-- SUPPLIED ENTRIES follows --
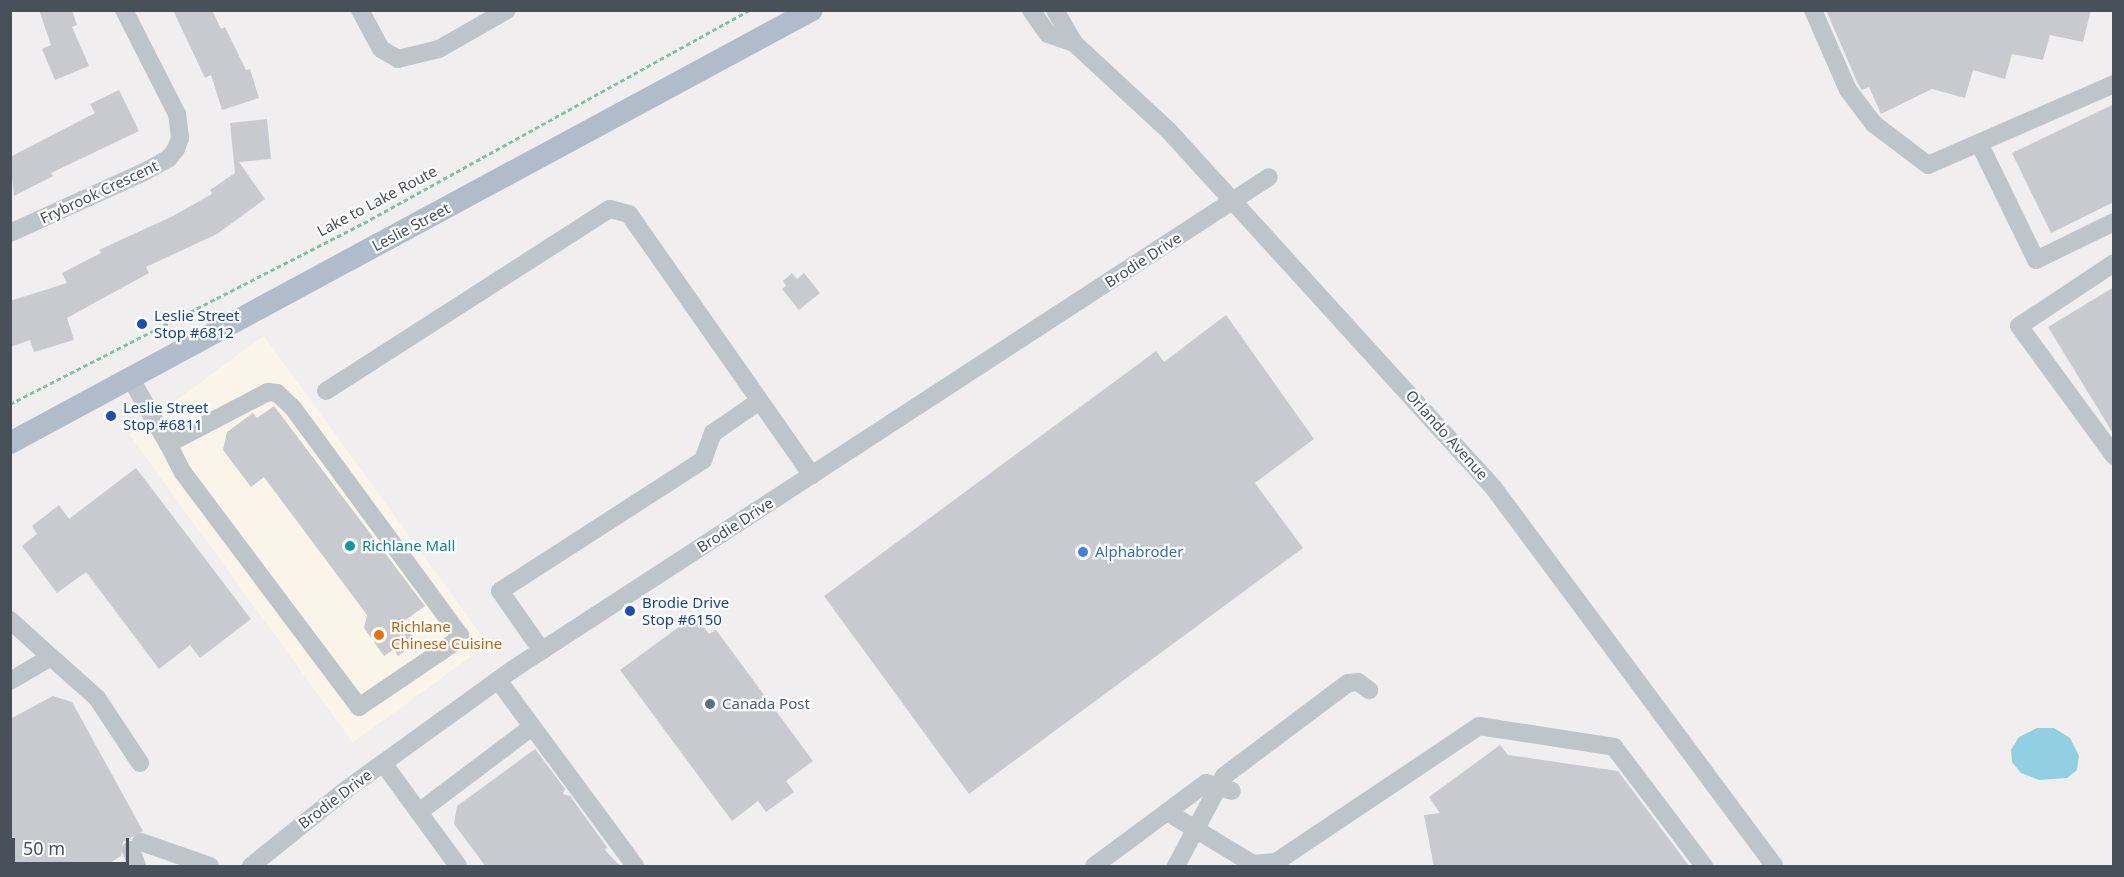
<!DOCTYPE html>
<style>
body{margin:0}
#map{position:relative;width:2124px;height:877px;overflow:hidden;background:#f0eeee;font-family:"Noto Sans",sans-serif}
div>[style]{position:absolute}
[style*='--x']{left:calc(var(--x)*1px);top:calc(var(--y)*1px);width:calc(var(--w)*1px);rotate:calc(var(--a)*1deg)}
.commercial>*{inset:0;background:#faf5e8;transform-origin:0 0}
.water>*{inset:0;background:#91d0e3}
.building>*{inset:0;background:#c9cad0}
.path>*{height:3px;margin-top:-1.5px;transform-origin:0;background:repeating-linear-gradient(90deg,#7bc4a2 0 4.5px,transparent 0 7.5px)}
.minor>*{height:18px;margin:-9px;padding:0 9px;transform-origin:9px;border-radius:9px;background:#bdc5cb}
.major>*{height:22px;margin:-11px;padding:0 11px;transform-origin:11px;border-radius:11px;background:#b0bcca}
.dots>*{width:16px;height:16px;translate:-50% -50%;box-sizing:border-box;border:3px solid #fff;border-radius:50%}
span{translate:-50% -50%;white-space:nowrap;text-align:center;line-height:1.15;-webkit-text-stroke:4.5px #fff;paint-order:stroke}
.street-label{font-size:15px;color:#485059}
.transit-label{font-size:15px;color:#164399}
.left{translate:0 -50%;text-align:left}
.culture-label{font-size:15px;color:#0d838f}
.shop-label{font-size:15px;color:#366cbe}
.food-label{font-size:15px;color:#c56008}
.service-label{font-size:15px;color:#4e5e75}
.frame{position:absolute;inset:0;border:12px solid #485059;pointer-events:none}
.scale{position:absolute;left:12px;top:838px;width:117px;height:27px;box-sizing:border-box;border:3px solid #485059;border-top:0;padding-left:8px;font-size:18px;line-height:21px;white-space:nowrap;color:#485059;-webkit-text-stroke:4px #fff;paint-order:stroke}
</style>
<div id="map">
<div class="commercial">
<i style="left:264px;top:336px;width:381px;height:167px;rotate:54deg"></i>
</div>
<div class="water">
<i style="clip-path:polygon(2037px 728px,2054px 728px,2070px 738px,2079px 756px,2077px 770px,2067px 778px,2039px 780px,2021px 773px,2012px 762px,2011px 750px,2019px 737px)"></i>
</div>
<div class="building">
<i style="clip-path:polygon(39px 10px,72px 10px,77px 25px,72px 27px,89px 66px,55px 80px,42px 49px,51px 45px)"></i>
<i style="clip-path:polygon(173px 10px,212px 10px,221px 29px,225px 27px,246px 70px,250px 69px,259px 98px,222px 110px,211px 75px,205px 78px)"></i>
<i style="clip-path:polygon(1826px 10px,2091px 10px,2083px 42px,2050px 35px,2043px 60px,2012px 54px,2005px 79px,1973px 70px,1965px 98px,1932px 89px,1881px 114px,1869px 87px,1862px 90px,1858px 84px)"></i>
<i style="clip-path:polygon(119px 90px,139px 131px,51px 173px,53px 176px,14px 196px,10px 157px,95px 113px,90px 104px)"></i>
<i style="clip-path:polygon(2114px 104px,2114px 202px,2051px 233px,2012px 153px)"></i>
<i style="clip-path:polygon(267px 119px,271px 159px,239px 162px,265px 199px,217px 234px,146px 267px,149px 273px,67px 318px,74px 340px,34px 352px,30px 340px,10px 347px,10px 301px,67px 283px,62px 273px,101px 253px,99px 250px,173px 216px,212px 194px,210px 190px,235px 173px,230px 123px)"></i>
<i style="clip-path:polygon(792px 273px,797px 279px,804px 273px,820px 293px,799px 310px,782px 289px,786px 286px,783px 281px)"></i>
<i style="clip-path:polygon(2114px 287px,2114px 435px,2048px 327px)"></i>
<i style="clip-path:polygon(1226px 315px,1314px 439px,1255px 483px,1303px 548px,969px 794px,824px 596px,1156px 351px,1164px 362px)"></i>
<i style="clip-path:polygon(274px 406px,425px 606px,403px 622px,417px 642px,398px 656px,394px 649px,384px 656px,364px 628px,367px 615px,264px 477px,251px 487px,223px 450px,227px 432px,253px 413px,257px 418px)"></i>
<i style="clip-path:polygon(136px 468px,251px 619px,200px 658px,190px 645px,159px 669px,86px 572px,57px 593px,22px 546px,37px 534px,32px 526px,59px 505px,69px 519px)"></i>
<i style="clip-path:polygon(695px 615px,709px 634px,716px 630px,813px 761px,786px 781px,794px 792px,766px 812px,758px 801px,732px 821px,620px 670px)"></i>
<i style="clip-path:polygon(53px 696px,72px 702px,143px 831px,123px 842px,121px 856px,103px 867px,10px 867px,10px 719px)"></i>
<i style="clip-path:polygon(1500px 745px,1508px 755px,1618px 771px,1690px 867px,1434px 867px,1424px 815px,1440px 813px,1429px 797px)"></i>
<i style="clip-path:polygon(535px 749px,565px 789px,563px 794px,570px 796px,607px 847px,605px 850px,621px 867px,486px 867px,454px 824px,457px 806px)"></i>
</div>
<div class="path">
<i style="--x:10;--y:404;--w:406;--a:-27.1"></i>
<i style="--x:371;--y:219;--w:432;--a:-28.9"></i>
</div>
<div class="minor">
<i style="--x:360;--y:10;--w:44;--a:61.7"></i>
<i style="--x:381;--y:49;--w:20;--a:30"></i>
<i style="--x:398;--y:59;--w:42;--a:-13.7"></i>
<i style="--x:439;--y:49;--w:78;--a:-29.8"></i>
<i style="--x:1031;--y:10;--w:29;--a:55"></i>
<i style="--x:1048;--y:34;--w:28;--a:19"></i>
<i style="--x:1055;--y:10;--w:38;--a:60"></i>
<i style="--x:1074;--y:43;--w:129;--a:42.8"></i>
<i style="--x:1169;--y:131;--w:481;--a:47.7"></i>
<i style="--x:1493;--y:487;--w:472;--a:53.4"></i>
<i style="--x:1813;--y:10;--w:87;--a:66.4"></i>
<i style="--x:1848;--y:90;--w:43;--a:52.6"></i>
<i style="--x:1874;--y:124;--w:68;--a:37.2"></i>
<i style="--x:1928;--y:165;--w:203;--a:-23.5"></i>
<i style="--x:1979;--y:143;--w:130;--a:64"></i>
<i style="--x:2036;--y:260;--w:87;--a:-26"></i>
<i style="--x:10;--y:233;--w:149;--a:-24.5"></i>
<i style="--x:146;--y:171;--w:26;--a:-29"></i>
<i style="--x:169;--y:158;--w:11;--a:-52"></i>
<i style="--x:176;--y:149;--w:12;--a:-70"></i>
<i style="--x:180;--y:138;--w:24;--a:-97"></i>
<i style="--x:177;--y:114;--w:117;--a:-117"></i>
<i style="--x:2114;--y:263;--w:114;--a:146.4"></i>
<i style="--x:2019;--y:326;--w:161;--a:53.8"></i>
<i style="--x:131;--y:379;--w:75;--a:60.4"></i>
<i style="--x:168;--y:444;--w:113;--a:-27.5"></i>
<i style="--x:268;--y:392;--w:9;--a:6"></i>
<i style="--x:277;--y:393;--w:22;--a:43"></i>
<i style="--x:293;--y:408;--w:282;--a:53.7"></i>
<i style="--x:460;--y:635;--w:9;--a:126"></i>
<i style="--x:455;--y:642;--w:116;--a:145.9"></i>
<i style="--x:359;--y:707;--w:293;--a:-126.9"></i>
<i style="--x:183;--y:473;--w:33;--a:-117"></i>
<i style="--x:326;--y:391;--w:337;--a:-32.7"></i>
<i style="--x:610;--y:209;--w:20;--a:15"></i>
<i style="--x:629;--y:214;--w:319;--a:55"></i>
<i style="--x:10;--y:620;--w:55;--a:42.1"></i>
<i style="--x:51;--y:657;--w:48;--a:149.7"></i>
<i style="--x:542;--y:651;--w:73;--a:-125"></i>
<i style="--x:500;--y:591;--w:242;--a:-32.8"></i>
<i style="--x:703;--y:460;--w:29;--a:-70"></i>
<i style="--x:713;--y:433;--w:55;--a:-34.6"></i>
<i style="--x:51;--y:657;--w:62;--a:41.7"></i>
<i style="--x:97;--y:698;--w:78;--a:56.5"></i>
<i style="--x:498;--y:680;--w:231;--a:53.6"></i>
<i style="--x:383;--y:763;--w:127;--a:53.9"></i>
<i style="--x:419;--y:812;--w:141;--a:-37"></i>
<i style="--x:1167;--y:812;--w:49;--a:-36.6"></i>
<i style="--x:1206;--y:783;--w:27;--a:17"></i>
<i style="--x:141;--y:842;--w:73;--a:19.2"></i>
<i style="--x:131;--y:850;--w:17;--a:69"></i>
<i style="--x:251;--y:866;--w:123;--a:-38.7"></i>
<i style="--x:347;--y:789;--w:203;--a:-35.8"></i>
<i style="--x:512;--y:670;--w:903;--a:-33.07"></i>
<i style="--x:1094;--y:866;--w:91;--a:-36.5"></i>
<i style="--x:1167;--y:812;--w:100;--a:31.2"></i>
<i style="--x:1253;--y:864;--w:23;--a:-5"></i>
<i style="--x:1276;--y:862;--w:244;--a:-33.8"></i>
<i style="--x:1479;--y:726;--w:137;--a:8.8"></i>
<i style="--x:1614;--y:747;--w:149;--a:52.9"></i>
<i style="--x:1176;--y:866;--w:102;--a:-61.9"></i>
<i style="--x:1224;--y:776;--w:155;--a:-36.9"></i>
<i style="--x:1348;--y:683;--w:10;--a:-6"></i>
<i style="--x:1358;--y:682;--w:14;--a:36"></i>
</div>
<div class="major">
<i style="--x:10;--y:443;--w:911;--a:-28.36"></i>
</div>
<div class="dots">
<i style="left:142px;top:324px;background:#1a4fb4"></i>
<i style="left:111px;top:416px;background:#1a4fb4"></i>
<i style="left:350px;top:546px;background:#0f9aa8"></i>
<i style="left:1083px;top:552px;background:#3f7fe0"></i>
<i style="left:630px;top:611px;background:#1a4fb4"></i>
<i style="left:379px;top:635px;background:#e8710a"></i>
<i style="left:710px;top:704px;background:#5c6f8a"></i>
</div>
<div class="street-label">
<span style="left:99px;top:192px;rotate:-25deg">Frybrook Crescent</span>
<span style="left:377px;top:201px;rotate:-28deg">Lake to Lake Route</span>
<span style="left:411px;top:227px;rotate:-28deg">Leslie Street</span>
<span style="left:1143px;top:260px;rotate:-33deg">Brodie Drive</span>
<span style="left:1447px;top:435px;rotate:48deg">Orlando Avenue</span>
<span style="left:735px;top:525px;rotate:-33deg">Brodie Drive</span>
<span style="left:335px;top:799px;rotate:-37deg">Brodie Drive</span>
</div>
<div class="transit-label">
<span class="left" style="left:154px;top:324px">Leslie Street<br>Stop #6812</span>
<span class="left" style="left:123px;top:416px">Leslie Street<br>Stop #6811</span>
<span class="left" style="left:642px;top:611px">Brodie Drive<br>Stop #6150</span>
</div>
<div class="culture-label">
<span class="left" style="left:362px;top:546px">Richlane Mall</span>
</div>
<div class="shop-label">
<span class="left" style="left:1095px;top:552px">Alphabroder</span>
</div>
<div class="food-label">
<span class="left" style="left:391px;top:635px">Richlane<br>Chinese Cuisine</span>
</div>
<div class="service-label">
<span class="left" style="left:722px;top:704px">Canada Post</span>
</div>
<div class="frame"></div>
<div class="scale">50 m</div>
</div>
-- SUPPLIED ENTRIES concluded --
* [WHAT NEEDS TO BE DONE] Reproduce only the lines from the first line of the listing above up to and including the line that holds "0 4.5px,transparent 0". Omit the pictures.

* [ANSWER AREA]
<!DOCTYPE html>
<style>
body{margin:0}
#map{position:relative;width:2124px;height:877px;overflow:hidden;background:#f0eeee;font-family:"Noto Sans",sans-serif}
div>[style]{position:absolute}
[style*='--x']{left:calc(var(--x)*1px);top:calc(var(--y)*1px);width:calc(var(--w)*1px);rotate:calc(var(--a)*1deg)}
.commercial>*{inset:0;background:#faf5e8;transform-origin:0 0}
.water>*{inset:0;background:#91d0e3}
.building>*{inset:0;background:#c9cad0}
.path>*{height:3px;margin-top:-1.5px;transform-origin:0;background:repeating-linear-gradient(90deg,#7bc4a2 0 4.5px,transparent 0 7.5px)}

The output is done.